_WHAT YOU HAVE TO DO_: Return, verbatim and in full, the records that follow, but not their pictures.
··· RECORDED INFORMATION ···
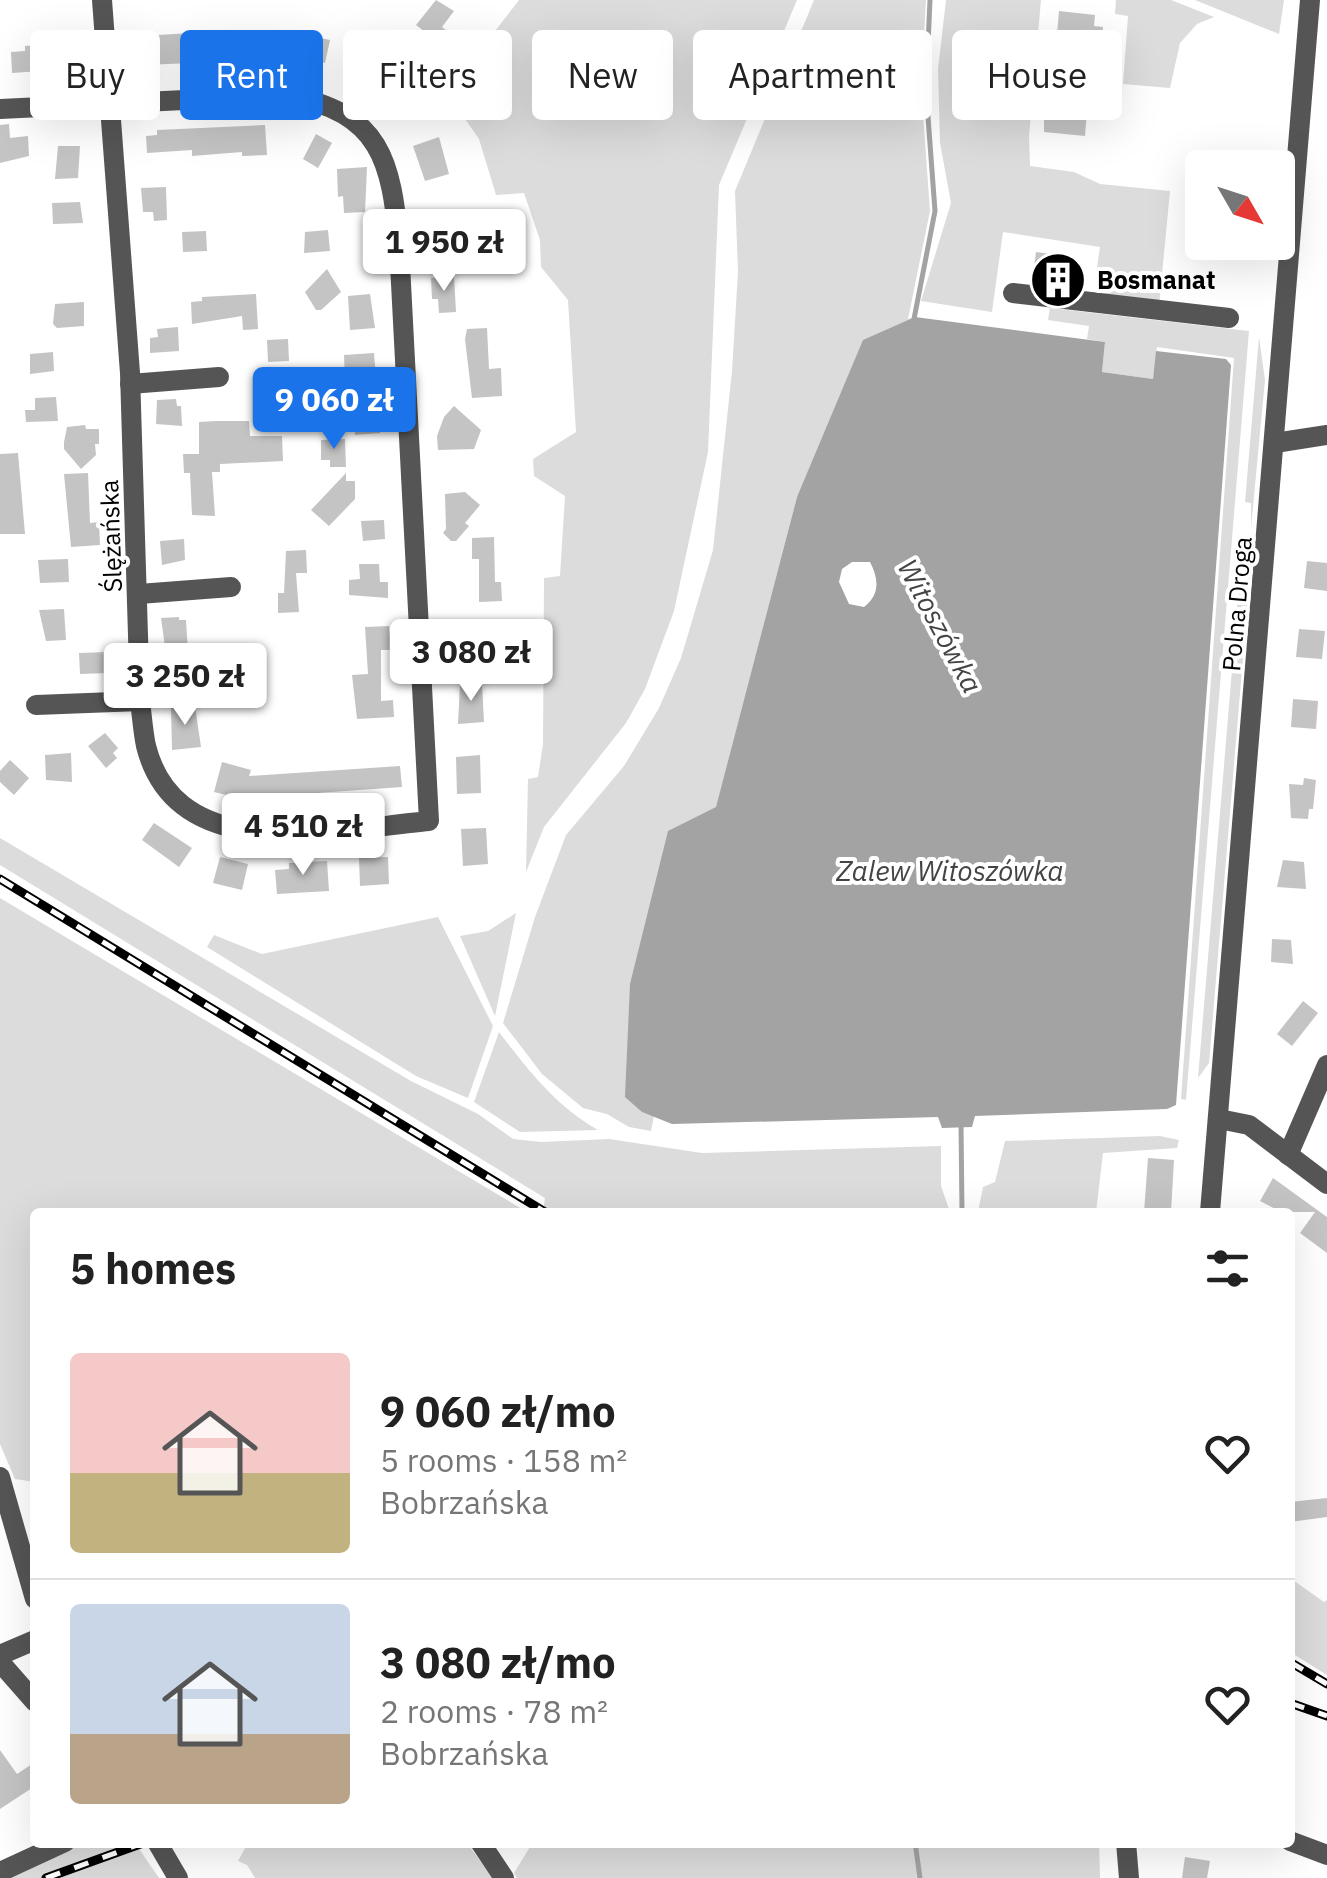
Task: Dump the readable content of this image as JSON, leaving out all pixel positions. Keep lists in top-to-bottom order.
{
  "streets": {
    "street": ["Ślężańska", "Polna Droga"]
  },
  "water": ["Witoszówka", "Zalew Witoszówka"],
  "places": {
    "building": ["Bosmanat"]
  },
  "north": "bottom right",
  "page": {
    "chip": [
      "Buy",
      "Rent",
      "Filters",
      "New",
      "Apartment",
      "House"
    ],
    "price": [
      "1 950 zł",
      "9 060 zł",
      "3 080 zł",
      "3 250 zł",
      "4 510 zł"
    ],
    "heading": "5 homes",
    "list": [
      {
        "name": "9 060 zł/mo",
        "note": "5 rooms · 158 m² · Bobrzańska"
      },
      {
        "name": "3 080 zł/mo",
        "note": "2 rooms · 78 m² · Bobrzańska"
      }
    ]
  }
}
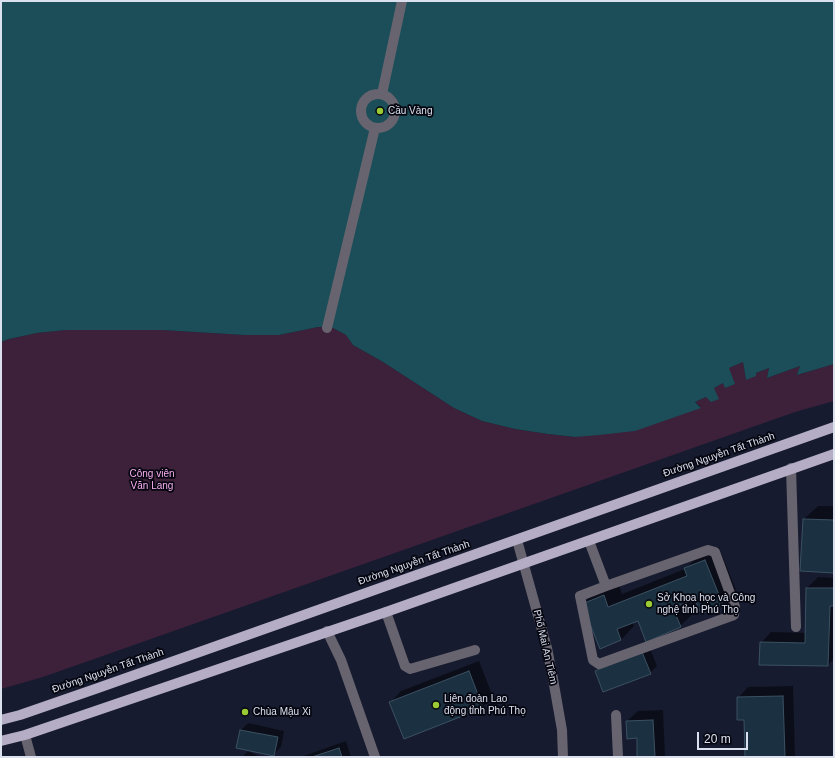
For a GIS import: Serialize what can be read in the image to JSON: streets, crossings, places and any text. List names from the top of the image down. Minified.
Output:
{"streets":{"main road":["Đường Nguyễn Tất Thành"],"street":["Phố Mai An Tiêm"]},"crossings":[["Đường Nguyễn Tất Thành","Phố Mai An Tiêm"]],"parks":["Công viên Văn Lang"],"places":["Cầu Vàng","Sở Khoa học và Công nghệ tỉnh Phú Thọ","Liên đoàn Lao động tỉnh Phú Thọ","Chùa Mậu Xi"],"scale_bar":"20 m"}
···
_OUTPUT BELOW_:
Task: Dump the readable content of this image as JSON, leaving out all pixel positions. Keep lists in top-to-bottom order.
{
  "streets": {
    "street": ["Ślężańska", "Polna Droga"]
  },
  "water": ["Witoszówka", "Zalew Witoszówka"],
  "places": {
    "building": ["Bosmanat"]
  },
  "north": "bottom right",
  "page": {
    "chip": [
      "Buy",
      "Rent",
      "Filters",
      "New",
      "Apartment",
      "House"
    ],
    "price": [
      "1 950 zł",
      "9 060 zł",
      "3 080 zł",
      "3 250 zł",
      "4 510 zł"
    ],
    "heading": "5 homes",
    "list": [
      {
        "name": "9 060 zł/mo",
        "note": "5 rooms · 158 m² · Bobrzańska"
      },
      {
        "name": "3 080 zł/mo",
        "note": "2 rooms · 78 m² · Bobrzańska"
      }
    ]
  }
}
For a GIS import: Serialize what can be read in the image to JSON: streets, crossings, places and any text. List names from the top of the image down. Minified.
Output:
{"streets":{"main road":["Đường Nguyễn Tất Thành"],"street":["Phố Mai An Tiêm"]},"crossings":[["Đường Nguyễn Tất Thành","Phố Mai An Tiêm"]],"parks":["Công viên Văn Lang"],"places":["Cầu Vàng","Sở Khoa học và Công nghệ tỉnh Phú Thọ","Liên đoàn Lao động tỉnh Phú Thọ","Chùa Mậu Xi"],"scale_bar":"20 m"}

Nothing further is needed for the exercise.